Depois de ter tratado sempre com grande amor e entusiasmo os casos de divas como Amália, Maria Callas ou Edith Piaf, Filipe La Féria lança-se na evocação de Judy Garland, através da encenação do musical “Judy Garland - O fim do arco-íris”, um original de Peter Quilter, que tem sido bem recebido nos palcos de todo o mundo e agora sobe à cena no Teatro Politeama de Lisboa.

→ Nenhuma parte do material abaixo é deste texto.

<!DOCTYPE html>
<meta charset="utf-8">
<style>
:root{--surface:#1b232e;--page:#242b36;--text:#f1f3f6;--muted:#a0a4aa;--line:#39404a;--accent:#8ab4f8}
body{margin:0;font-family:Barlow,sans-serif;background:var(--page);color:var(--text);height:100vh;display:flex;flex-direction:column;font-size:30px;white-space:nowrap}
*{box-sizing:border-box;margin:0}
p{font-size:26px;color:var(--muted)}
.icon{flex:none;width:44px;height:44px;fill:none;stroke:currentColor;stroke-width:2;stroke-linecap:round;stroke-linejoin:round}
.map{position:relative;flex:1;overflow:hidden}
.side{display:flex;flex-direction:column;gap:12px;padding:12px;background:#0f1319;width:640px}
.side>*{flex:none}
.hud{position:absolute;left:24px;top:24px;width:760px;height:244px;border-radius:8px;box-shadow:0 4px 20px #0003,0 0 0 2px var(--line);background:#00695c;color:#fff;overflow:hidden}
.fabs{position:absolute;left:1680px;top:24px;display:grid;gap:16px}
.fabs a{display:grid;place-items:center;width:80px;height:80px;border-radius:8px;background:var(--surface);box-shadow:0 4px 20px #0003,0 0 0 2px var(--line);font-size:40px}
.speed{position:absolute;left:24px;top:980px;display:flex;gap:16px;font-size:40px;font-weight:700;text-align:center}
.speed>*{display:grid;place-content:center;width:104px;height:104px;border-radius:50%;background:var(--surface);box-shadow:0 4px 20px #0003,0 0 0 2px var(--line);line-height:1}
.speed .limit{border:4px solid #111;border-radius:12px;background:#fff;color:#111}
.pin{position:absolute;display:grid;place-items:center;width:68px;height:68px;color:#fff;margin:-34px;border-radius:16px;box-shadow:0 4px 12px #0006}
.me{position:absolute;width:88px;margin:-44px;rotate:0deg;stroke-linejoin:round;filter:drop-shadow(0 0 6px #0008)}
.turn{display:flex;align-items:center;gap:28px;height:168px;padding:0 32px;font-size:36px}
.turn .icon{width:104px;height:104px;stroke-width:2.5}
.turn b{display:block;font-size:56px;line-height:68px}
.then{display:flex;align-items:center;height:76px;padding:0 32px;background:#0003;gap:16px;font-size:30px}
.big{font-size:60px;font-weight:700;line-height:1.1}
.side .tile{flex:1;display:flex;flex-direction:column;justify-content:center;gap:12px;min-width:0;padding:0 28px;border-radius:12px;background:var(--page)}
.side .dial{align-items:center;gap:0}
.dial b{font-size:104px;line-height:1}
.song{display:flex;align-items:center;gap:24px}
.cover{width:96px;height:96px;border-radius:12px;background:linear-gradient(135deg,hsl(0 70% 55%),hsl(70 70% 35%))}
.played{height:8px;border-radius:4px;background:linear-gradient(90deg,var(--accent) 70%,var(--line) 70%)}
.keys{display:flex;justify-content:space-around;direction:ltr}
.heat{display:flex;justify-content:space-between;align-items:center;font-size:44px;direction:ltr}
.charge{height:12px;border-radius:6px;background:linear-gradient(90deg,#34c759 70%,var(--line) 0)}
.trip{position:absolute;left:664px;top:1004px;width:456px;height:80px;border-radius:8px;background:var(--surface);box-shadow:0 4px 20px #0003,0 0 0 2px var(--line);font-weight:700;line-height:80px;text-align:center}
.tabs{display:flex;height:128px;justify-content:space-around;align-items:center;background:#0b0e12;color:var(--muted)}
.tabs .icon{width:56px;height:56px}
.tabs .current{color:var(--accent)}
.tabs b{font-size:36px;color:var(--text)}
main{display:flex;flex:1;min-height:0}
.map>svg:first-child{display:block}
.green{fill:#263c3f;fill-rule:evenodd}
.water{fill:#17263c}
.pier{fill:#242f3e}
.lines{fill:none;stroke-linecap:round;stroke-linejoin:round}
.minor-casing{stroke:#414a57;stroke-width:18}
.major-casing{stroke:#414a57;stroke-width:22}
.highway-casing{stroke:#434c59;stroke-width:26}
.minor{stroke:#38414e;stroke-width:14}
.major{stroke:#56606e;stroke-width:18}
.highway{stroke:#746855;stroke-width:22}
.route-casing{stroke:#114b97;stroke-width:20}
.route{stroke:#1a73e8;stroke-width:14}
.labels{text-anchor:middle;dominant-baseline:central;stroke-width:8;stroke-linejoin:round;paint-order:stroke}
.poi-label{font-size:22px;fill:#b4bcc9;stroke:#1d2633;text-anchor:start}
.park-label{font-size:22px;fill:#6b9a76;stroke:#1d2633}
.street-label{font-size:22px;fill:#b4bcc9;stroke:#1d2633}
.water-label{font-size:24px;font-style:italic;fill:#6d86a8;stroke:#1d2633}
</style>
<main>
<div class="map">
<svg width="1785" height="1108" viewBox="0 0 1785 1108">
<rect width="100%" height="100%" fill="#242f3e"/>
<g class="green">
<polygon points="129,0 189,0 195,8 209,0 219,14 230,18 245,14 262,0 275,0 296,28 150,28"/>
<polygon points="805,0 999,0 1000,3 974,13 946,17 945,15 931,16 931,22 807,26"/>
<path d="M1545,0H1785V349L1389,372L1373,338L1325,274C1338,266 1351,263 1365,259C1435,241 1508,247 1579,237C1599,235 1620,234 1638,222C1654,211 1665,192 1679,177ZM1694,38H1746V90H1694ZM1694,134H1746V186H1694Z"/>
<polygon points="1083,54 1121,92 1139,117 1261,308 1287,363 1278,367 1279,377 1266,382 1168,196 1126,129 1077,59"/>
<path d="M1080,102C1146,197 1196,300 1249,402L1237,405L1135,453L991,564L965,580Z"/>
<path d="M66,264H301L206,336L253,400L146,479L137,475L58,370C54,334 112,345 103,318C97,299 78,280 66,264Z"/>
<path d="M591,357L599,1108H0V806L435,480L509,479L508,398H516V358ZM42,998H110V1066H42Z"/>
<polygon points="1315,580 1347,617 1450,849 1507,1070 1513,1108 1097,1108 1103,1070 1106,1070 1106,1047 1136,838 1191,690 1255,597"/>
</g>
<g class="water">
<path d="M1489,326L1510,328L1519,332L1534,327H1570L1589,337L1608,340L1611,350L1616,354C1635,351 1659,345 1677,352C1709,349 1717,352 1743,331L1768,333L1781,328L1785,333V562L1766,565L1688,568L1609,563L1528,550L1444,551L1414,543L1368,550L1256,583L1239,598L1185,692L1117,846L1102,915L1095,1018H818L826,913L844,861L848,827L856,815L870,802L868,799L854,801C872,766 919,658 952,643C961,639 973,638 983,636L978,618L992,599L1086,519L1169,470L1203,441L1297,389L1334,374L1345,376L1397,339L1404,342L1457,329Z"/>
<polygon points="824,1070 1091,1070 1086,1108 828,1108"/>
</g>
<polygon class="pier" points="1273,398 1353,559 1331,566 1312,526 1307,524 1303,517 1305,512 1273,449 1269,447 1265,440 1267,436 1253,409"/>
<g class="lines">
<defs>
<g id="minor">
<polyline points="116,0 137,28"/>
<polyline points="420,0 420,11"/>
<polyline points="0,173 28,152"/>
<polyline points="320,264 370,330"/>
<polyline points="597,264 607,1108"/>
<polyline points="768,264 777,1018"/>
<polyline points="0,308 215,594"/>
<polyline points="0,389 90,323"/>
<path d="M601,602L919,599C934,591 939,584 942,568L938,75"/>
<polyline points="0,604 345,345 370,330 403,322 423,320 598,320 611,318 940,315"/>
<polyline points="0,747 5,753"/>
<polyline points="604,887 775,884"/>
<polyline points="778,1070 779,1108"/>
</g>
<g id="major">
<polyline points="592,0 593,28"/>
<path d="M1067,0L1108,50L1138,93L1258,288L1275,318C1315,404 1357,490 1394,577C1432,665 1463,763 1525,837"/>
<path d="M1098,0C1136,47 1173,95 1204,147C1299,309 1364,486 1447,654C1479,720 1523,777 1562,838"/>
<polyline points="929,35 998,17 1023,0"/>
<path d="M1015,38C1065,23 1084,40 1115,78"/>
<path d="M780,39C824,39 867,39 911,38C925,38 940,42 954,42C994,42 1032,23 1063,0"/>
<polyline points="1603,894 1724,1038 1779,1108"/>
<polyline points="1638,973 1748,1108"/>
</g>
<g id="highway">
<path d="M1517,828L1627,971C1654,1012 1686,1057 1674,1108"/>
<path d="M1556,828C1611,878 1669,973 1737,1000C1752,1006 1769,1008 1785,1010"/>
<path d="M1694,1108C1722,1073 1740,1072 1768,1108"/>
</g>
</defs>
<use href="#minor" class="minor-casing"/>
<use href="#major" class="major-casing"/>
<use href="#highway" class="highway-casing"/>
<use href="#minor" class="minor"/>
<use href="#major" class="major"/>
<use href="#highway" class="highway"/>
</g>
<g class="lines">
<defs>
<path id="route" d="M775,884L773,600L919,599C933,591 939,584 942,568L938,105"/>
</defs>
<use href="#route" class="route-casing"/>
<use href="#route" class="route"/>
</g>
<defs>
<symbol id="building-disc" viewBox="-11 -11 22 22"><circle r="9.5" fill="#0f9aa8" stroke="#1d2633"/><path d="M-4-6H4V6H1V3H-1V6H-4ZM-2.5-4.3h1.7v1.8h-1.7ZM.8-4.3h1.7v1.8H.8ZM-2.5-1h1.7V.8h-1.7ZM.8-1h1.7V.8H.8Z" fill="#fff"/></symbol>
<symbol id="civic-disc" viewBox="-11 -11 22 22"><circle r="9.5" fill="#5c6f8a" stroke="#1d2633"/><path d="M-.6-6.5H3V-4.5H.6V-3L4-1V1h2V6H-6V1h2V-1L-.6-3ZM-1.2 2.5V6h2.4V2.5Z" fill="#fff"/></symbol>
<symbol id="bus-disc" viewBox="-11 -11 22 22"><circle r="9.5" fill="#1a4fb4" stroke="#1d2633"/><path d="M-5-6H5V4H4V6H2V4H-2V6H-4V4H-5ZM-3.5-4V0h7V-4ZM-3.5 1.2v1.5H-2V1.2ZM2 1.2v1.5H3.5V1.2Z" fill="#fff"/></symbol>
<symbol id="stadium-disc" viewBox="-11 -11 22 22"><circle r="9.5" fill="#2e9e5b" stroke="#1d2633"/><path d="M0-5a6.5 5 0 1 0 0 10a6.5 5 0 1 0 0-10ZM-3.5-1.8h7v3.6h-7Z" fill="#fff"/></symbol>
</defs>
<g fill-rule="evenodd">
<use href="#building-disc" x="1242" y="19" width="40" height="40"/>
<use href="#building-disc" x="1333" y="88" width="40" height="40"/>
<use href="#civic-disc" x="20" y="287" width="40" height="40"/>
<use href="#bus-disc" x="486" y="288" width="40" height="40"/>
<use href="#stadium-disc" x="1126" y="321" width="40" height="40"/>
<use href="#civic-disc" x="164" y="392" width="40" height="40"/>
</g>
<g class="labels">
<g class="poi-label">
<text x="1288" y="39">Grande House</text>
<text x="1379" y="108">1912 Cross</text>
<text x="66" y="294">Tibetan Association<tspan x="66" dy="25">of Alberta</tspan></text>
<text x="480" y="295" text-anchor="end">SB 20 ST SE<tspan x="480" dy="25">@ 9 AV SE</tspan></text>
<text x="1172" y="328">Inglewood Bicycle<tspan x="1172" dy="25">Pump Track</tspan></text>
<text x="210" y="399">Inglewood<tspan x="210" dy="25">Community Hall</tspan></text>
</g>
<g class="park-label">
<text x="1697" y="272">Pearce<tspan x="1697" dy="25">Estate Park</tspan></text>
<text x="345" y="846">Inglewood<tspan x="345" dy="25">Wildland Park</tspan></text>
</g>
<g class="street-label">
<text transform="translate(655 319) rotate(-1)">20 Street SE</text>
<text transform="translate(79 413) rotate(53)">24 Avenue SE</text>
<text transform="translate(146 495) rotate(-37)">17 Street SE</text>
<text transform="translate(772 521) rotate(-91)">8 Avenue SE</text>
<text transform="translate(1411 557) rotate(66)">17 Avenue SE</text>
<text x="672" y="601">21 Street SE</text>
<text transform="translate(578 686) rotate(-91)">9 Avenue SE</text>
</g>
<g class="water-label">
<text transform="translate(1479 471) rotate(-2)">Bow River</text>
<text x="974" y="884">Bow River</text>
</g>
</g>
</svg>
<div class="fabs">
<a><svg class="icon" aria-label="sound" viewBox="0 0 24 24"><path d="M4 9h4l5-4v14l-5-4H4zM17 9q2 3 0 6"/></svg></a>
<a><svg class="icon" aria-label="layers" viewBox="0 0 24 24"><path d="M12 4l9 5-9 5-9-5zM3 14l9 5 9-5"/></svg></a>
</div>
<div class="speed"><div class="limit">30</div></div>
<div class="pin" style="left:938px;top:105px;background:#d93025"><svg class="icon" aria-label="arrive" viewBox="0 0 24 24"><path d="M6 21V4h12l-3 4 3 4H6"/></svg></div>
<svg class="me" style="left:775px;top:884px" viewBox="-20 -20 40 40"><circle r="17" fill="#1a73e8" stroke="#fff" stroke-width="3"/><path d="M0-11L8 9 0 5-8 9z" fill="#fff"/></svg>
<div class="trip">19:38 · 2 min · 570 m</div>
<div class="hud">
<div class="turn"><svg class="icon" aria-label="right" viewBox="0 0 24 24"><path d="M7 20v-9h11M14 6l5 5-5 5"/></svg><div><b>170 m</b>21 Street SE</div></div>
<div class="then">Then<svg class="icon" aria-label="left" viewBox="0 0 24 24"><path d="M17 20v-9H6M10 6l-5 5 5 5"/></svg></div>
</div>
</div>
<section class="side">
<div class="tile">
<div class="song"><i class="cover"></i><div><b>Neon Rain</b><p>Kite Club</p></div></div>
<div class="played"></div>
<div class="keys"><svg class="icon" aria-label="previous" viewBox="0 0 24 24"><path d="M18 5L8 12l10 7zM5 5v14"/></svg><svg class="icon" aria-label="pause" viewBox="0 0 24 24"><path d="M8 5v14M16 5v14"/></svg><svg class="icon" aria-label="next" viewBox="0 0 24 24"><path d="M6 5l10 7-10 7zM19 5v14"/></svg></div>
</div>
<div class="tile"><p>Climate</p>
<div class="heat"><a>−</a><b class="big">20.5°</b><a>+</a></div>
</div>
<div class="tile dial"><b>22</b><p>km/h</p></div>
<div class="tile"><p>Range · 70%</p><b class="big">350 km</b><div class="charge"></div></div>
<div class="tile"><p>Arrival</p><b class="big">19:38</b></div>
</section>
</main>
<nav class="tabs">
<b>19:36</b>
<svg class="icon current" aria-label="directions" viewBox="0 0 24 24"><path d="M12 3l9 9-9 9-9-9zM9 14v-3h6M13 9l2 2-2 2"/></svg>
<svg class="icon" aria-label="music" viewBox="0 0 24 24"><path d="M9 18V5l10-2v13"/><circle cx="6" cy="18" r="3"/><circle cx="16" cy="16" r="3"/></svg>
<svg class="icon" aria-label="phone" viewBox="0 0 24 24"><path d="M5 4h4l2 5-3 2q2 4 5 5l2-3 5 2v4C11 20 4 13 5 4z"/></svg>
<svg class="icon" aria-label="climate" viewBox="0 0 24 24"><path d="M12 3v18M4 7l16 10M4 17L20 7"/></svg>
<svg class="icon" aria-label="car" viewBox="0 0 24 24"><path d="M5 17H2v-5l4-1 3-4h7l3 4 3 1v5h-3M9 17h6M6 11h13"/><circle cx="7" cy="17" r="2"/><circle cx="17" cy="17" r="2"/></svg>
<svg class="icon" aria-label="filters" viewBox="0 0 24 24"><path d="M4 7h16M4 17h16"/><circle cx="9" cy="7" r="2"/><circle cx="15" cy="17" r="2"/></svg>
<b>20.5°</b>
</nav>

Inglês de nascimento (Colchester), Peter Quilter estudou na Universidade de Leeds, emigrando depois para as Ilhas Canárias, onde reside. Iniciou a carreira como apresentador de televisão, na BBC, e estreou-se como dramaturgo com uma comédia, “Respecting Your Piers”, mais tarde rebaptizada como "Curtain Up", a que se seguiram uma adaptação de Oscar Wilde, “The Canterville Ghost”, o musical, e uma nova comédia, “BoyBand”. O seu primeiro grande sucesso internacional seria, todavia, em 2005, “End of the Rainbow”, que se estreou na Sydney Opera House, na Austrália. Em Inglaterra, surgiu no Royal Theatre de Northampton, com encenação de Terry Johnson, e interpretação de Tracie Bennett. Chegou ao West End londrino, para se instalar no Trafalgar Studios, tendo recebido quatro nomeações para os “Laurence Olivier Awards”, melhor nova peça, melhor actriz, melhor actriz num papel secundário, melhor som. A sua carreira prosseguiu em Madrid, Hamburgo, Rio de Janeiro, e vai estrear nos EUA, a caminho da Broadway, onde conta chegar a 19 de Março deste ano.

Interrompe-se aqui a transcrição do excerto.